Collected data:
★ ★ ★ ★
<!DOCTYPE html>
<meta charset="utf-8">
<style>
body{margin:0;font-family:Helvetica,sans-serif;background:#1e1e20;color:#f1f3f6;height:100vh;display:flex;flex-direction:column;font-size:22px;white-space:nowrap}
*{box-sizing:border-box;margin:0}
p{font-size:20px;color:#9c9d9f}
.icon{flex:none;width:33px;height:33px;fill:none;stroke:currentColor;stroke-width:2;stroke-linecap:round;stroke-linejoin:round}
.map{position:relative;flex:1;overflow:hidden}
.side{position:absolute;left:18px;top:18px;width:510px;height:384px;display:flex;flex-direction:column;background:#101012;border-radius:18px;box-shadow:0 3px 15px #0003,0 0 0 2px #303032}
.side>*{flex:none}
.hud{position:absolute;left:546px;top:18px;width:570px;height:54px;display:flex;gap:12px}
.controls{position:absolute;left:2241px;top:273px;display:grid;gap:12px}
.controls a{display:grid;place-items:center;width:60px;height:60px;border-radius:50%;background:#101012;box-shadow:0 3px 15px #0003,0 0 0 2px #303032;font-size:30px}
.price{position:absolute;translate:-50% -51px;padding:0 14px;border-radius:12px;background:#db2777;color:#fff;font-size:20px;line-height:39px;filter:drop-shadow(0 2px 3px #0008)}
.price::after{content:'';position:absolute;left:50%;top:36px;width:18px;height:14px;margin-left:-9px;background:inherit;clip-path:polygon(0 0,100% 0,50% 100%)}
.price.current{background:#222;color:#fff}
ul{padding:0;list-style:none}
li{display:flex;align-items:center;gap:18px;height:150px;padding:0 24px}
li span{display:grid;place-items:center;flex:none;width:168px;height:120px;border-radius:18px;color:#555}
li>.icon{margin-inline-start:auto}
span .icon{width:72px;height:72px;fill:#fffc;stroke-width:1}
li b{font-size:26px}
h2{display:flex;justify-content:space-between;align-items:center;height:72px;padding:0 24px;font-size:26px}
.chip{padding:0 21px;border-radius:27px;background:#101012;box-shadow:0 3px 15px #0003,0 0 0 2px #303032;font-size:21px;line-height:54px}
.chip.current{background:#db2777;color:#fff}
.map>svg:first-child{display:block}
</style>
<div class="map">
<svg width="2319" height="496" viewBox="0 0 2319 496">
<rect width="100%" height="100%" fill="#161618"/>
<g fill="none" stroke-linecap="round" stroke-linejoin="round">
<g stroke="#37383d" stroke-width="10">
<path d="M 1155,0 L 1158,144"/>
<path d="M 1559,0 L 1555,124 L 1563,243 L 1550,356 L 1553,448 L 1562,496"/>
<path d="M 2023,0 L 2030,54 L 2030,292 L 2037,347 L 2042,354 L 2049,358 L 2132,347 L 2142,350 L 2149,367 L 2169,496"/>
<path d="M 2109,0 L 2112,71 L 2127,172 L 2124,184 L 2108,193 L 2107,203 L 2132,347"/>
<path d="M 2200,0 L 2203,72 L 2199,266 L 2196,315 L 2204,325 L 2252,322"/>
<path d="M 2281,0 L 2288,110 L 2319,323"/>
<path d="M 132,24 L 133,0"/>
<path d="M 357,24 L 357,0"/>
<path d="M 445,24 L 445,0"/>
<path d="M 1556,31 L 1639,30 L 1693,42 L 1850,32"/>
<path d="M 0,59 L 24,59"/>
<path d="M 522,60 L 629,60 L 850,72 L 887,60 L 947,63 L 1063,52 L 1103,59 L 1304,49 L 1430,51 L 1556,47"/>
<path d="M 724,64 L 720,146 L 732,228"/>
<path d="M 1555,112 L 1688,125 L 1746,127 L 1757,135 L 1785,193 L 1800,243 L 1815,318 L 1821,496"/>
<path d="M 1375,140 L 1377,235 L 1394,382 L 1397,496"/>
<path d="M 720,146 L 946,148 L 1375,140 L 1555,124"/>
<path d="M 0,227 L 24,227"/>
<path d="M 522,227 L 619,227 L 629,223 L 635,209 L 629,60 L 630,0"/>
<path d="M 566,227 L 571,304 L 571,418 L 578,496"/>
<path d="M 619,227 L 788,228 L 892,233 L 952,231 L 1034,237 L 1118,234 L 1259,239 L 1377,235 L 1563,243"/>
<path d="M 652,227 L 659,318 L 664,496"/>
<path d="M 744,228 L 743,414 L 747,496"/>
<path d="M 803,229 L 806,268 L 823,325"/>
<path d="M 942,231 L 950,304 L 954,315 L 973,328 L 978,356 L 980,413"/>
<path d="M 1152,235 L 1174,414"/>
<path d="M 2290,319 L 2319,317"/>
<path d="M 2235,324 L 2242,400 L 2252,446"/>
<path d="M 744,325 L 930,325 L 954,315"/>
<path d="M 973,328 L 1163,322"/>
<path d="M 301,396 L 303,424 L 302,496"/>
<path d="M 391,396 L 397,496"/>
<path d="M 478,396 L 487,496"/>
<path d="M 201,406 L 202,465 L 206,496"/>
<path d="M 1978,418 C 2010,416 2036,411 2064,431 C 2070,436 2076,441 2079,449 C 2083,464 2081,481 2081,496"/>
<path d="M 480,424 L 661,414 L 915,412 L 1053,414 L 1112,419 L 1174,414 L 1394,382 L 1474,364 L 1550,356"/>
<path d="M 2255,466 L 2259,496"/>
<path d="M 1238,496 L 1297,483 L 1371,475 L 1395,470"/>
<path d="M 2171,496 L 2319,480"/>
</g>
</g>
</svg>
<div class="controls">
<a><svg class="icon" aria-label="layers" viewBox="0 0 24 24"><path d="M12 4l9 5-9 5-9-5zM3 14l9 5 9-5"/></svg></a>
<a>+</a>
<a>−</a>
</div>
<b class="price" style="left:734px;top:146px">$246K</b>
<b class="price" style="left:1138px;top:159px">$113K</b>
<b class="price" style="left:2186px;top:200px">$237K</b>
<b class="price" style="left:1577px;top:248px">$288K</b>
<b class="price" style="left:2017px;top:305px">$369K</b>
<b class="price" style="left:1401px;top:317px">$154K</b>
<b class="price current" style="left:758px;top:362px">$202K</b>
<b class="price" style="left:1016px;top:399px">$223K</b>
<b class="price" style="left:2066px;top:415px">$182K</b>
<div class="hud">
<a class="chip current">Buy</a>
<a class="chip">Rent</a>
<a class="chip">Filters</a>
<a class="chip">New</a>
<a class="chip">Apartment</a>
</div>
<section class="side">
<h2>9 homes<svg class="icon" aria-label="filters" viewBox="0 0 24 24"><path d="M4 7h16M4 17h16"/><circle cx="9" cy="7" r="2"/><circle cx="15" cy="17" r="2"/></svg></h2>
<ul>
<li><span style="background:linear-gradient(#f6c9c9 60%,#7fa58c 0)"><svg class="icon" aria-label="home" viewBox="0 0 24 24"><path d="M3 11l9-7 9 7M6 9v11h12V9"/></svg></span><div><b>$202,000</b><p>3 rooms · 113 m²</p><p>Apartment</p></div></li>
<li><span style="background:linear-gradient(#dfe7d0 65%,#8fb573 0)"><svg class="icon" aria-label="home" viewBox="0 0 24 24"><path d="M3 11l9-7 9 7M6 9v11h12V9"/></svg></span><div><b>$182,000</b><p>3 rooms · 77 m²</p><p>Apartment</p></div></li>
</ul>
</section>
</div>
★ ★ ★ ★
### What you need to do
Search the records for the word "absolute", then list every line that has it.

### Response below
.side{position:absolute;left:18px;top:18px;width:510px;height:384px;display:flex;flex-direction:column;background:#101012;border-radius:18px;box-shadow:0 3px 15px #0003,0 0 0 2px #303032}
.hud{position:absolute;left:546px;top:18px;width:570px;height:54px;display:flex;gap:12px}
.controls{position:absolute;left:2241px;top:273px;display:grid;gap:12px}
.price{position:absolute;translate:-50% -51px;padding:0 14px;border-radius:12px;background:#db2777;color:#fff;font-size:20px;line-height:39px;filter:drop-shadow(0 2px 3px #0008)}
.price::after{content:'';position:absolute;left:50%;top:36px;width:18px;height:14px;margin-left:-9px;background:inherit;clip-path:polygon(0 0,100% 0,50% 100%)}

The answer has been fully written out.